* **WHAT IS REQUIRED**
In the entries below, find each line with the word "this" and return it.

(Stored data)

____________

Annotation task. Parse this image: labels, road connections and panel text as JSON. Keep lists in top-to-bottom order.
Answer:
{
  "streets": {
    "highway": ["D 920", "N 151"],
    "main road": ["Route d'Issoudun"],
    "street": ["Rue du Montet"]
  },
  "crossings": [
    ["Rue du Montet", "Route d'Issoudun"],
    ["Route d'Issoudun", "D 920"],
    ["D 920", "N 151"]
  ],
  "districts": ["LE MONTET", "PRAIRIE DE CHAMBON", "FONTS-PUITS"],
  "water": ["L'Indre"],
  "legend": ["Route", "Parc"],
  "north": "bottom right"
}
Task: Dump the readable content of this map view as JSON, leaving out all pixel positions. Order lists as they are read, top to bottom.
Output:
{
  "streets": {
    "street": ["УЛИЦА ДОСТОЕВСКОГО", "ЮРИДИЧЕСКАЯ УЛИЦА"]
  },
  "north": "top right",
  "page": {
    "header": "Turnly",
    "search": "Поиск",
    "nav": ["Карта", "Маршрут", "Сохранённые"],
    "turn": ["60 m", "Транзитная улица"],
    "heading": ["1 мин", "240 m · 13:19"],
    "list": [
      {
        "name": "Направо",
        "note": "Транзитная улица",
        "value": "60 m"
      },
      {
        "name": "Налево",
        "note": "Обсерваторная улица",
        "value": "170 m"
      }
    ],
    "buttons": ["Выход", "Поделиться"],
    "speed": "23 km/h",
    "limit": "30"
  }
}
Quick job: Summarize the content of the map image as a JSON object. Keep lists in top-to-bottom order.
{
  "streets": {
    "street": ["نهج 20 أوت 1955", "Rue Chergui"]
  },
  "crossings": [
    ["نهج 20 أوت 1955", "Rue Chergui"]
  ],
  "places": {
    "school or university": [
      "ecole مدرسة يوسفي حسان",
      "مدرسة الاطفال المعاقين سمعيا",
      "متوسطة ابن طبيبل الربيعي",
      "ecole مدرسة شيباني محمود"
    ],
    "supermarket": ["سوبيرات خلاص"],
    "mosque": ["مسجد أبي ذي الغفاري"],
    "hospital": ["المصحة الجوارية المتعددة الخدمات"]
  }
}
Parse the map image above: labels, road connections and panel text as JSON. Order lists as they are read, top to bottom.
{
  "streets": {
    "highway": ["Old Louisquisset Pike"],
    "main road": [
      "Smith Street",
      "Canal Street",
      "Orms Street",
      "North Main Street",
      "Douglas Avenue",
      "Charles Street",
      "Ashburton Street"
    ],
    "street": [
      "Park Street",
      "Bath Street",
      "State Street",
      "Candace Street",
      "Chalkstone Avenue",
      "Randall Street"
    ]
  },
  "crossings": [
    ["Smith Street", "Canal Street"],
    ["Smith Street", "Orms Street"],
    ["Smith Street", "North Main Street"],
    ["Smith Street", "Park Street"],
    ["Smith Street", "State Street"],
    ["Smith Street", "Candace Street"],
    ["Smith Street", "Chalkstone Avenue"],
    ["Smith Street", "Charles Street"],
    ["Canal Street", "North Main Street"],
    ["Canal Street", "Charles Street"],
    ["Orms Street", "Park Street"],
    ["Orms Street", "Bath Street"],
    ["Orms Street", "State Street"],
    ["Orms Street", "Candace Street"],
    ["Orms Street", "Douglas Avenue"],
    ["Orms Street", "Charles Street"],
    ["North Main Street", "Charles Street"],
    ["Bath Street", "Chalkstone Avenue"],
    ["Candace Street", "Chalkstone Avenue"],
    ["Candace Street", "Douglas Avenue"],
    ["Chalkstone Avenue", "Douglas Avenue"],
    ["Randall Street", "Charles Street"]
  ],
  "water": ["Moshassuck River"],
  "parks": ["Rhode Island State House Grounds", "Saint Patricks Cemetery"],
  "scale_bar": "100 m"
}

____________

* **EXERCISE OUTPUT**
Annotation task. Parse this image: labels, road connections and panel text as JSON. Keep lists in top-to-bottom order.
Task: Dump the readable content of this map view as JSON, leaving out all pixel positions. Order lists as they are read, top to bottom.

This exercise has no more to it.